Marc’s been drawing and doodling since he was five years old and cars were always a part of that. He would watch numerous car-related documentaries, attend as many car shows and meets and is also a
photographer with a sharp eye for detail. His paintings resonate deeply with me because they capture the visual drama more than any digital image: the red Ford GT’s menacing front fascia typifies a real monster of primordial origin waiting to be unleashed; the Pagani Huayra akin to a fleeting angel with its rear active flaps helping cornering, the Ferrari 812 Superfast speeding past a blurry background like a demon, and the Porsche 911 standing tall and proud, like the proud Aryan it represents.

To put things in context, the Pieta, a sculpture by Renaissance Master Michelangelo di Buonarroti depicts the Blessed Virgin Mary, bereaved Mother of God, holding the body of a lifeless Jesus Christ as
he was taken down from the Cross, crying at seeing her Beloved Son dead in her arms. She shows the silent strength of all mothers who quietly support us and carry this burden quietly, enveloping the lifeless body of The Christ in her most loving arms. I saw this piece 20 years ago in the Vatican and it
moved me to tears.

However, a reality check shows that in this sculpture, the Virgin Mary would have been seven feet tall given her size versus that of Jesus Christ, whom many Christian scholars peg to be roughly six feet tall.
Through hundreds of years, nobody has really paid heed to this disparity in scale. Rather, people feel the drama and emotion of a loving mother who wants nothing more than to envelope, hug and protect the body of her lifeless son.

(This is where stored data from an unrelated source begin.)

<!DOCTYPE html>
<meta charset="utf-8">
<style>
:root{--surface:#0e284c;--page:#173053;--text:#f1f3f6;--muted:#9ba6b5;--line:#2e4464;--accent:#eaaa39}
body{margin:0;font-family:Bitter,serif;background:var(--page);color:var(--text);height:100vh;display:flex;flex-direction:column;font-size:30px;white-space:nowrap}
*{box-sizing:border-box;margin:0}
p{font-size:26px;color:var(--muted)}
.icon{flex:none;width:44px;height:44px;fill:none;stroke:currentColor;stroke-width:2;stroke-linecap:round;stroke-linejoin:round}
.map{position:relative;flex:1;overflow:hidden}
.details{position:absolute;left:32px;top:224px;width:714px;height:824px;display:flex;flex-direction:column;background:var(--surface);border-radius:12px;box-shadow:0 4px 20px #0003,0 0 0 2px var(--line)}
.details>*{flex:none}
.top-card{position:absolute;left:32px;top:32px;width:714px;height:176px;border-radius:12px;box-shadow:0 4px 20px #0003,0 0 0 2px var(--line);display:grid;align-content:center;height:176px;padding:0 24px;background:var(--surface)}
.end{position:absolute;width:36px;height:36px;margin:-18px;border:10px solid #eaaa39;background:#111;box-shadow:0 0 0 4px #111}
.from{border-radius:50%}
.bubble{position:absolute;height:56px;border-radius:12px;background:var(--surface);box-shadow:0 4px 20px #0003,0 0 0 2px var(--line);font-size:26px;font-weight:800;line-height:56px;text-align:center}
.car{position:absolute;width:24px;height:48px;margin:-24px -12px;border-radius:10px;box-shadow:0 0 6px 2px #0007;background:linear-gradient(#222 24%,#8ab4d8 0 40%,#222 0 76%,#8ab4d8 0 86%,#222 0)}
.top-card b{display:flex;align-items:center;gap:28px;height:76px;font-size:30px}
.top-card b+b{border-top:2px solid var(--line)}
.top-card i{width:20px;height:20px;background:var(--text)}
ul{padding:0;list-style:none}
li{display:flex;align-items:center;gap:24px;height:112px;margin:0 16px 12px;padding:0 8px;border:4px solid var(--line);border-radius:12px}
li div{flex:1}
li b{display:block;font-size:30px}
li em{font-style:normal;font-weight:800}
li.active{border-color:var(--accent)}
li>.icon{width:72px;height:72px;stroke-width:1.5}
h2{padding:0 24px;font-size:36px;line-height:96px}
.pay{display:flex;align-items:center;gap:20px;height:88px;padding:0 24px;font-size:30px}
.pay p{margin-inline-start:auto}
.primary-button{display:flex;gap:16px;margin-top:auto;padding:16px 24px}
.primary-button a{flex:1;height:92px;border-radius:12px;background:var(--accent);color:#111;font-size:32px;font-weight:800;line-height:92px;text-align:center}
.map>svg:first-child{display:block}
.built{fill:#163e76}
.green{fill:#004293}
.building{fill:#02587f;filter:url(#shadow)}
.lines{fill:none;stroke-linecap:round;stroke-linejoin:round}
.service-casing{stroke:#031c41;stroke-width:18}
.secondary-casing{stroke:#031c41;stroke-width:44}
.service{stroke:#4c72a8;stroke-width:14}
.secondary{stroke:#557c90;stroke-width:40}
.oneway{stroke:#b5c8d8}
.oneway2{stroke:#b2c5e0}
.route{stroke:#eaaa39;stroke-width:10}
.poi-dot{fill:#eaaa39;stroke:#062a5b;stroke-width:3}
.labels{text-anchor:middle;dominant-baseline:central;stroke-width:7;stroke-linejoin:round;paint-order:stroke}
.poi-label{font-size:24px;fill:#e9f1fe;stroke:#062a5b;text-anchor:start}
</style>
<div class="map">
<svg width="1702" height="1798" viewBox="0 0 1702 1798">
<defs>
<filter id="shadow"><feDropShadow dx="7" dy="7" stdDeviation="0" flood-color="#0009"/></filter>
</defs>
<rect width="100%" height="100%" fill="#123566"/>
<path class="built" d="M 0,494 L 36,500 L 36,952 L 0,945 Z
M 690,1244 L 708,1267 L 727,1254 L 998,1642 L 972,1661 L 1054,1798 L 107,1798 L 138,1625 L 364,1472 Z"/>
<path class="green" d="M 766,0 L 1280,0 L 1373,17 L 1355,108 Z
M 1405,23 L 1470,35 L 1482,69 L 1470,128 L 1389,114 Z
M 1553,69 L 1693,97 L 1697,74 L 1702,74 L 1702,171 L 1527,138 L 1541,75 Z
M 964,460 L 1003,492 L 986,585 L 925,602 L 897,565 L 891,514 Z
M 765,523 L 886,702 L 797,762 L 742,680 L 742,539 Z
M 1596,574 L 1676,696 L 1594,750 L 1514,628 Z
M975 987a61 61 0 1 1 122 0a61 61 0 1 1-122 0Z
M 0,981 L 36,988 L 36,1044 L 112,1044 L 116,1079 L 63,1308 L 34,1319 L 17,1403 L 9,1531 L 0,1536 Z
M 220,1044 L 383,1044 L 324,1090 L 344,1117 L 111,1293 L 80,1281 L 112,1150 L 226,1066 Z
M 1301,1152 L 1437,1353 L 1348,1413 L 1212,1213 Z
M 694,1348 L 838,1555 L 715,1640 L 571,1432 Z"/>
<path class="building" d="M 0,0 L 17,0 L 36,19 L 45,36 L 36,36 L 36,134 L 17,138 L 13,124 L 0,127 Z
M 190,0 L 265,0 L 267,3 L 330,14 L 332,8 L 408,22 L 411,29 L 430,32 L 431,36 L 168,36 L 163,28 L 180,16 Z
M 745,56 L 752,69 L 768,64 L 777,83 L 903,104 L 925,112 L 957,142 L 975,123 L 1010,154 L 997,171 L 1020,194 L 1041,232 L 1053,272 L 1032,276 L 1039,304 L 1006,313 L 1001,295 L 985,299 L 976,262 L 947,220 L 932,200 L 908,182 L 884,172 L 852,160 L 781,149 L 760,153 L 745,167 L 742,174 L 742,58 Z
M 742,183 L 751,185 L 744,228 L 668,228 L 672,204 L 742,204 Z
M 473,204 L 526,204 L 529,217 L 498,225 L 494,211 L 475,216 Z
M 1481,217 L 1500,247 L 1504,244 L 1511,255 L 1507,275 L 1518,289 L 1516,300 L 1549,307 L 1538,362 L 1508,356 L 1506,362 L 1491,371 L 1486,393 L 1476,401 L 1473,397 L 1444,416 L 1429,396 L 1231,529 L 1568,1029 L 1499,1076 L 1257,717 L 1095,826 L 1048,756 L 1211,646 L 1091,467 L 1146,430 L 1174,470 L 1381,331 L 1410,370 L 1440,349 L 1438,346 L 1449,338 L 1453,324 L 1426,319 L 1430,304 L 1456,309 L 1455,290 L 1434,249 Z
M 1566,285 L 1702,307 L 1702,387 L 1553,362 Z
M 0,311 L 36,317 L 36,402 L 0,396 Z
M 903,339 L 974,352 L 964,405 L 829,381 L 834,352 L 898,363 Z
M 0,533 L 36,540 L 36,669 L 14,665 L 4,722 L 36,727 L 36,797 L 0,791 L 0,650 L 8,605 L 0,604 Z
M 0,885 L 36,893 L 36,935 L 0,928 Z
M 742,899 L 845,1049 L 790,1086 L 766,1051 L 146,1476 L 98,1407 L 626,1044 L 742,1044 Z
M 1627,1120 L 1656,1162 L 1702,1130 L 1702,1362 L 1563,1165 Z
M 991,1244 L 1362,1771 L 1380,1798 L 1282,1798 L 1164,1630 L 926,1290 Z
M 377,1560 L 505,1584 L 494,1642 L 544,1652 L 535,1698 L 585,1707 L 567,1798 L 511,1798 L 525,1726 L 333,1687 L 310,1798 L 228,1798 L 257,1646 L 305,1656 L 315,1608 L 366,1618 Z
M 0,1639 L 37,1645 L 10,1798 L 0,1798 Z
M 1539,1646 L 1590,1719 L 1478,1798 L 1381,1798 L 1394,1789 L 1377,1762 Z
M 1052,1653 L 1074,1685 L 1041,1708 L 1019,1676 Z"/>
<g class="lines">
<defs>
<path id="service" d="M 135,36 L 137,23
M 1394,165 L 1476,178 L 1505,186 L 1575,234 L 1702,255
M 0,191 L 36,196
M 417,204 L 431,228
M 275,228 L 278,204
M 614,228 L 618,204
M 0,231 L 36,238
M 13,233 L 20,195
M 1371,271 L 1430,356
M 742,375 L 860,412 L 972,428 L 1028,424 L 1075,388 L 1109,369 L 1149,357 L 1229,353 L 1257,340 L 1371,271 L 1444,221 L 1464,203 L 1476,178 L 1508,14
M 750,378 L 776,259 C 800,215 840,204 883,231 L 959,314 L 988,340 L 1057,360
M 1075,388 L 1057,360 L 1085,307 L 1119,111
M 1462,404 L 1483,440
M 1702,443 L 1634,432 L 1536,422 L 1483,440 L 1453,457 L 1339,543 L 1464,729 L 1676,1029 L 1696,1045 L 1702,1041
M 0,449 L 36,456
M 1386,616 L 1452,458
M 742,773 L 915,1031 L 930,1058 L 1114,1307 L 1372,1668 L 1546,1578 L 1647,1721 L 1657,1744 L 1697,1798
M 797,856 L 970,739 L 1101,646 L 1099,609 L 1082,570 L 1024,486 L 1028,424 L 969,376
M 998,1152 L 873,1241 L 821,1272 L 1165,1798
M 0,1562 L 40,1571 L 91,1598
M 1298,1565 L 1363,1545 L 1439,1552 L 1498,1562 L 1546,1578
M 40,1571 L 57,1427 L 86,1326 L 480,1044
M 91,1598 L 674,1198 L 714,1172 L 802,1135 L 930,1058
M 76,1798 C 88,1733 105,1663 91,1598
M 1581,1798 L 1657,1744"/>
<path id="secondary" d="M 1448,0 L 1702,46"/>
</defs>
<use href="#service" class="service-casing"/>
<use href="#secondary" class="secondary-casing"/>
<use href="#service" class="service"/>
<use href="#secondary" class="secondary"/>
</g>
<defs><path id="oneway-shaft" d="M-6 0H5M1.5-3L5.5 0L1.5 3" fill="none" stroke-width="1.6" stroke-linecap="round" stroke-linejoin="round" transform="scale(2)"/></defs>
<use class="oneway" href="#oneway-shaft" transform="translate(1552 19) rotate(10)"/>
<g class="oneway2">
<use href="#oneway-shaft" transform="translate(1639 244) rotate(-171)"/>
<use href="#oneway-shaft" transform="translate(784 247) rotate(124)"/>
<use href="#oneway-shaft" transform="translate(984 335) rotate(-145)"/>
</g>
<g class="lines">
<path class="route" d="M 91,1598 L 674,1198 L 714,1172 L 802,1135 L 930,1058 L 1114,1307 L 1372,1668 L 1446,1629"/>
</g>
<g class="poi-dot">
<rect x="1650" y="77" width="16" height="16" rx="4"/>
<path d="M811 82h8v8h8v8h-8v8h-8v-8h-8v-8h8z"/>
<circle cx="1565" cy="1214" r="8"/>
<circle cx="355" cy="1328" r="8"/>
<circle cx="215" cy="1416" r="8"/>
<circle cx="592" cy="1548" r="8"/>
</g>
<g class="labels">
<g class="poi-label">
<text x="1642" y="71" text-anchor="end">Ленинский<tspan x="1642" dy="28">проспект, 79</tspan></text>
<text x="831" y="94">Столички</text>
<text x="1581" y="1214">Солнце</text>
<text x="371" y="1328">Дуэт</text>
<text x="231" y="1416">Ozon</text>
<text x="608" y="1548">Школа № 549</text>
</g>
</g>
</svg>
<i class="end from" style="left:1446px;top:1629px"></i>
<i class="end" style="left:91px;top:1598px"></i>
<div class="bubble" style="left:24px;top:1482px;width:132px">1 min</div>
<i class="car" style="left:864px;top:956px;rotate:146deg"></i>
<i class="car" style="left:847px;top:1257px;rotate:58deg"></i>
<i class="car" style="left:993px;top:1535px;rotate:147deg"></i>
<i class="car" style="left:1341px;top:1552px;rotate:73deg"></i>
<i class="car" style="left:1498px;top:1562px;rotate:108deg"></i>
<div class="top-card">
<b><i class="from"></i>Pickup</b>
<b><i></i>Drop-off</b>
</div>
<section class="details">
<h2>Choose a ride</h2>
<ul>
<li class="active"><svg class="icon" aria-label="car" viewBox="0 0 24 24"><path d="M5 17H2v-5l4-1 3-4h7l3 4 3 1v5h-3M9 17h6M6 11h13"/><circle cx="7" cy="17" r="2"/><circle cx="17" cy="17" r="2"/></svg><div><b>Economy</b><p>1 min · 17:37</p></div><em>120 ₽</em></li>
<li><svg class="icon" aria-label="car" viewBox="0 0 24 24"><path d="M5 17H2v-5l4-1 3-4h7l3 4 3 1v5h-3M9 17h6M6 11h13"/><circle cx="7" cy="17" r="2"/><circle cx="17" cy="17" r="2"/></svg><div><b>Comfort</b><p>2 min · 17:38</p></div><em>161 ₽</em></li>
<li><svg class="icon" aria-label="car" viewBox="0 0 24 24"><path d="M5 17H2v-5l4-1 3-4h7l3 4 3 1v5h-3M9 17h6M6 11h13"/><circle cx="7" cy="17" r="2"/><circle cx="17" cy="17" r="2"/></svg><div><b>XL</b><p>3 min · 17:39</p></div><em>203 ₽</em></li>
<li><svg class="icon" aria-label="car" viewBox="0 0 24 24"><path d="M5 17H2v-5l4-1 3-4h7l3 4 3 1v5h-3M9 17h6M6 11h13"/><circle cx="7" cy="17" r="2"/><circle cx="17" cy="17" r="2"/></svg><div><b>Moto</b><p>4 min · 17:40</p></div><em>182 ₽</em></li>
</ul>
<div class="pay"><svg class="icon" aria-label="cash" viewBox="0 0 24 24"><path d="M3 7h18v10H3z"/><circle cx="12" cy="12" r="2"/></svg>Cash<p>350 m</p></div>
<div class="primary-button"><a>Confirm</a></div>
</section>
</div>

It is this very same drama that Marc Abasolo has captured in his paintings. Despite being two- dimensional (2D), the drama of motion, emotion, passion and energy is perfectly captured and shared with its viewers.
Marc credits Chip Foose, in his TV Show Overhaulin’ , a show that did massive makeovers for cars as his key inspiration. In each episode, Chip Foose would sketch a concept of the finished product he had in mind for a car he was making over, yet Chip’s attention to detail in on a rough sketch was amazing. It is this easy, effortless and smooth, flowing style that Marc aspires for in all his works.

At 23 going 24, Marc’s young and has a bright future ahead of him in cars and art. He accepts commissions too, but he is thankful he doesn’t need to rely on his artworks for income. He can paint without pressure, focusing on things he likes and inspires him. And Marc’s excited to get out once this
entire COVID-19 pandemic is over, so he can get fresh ideas too. Until then, he’ll keep busy.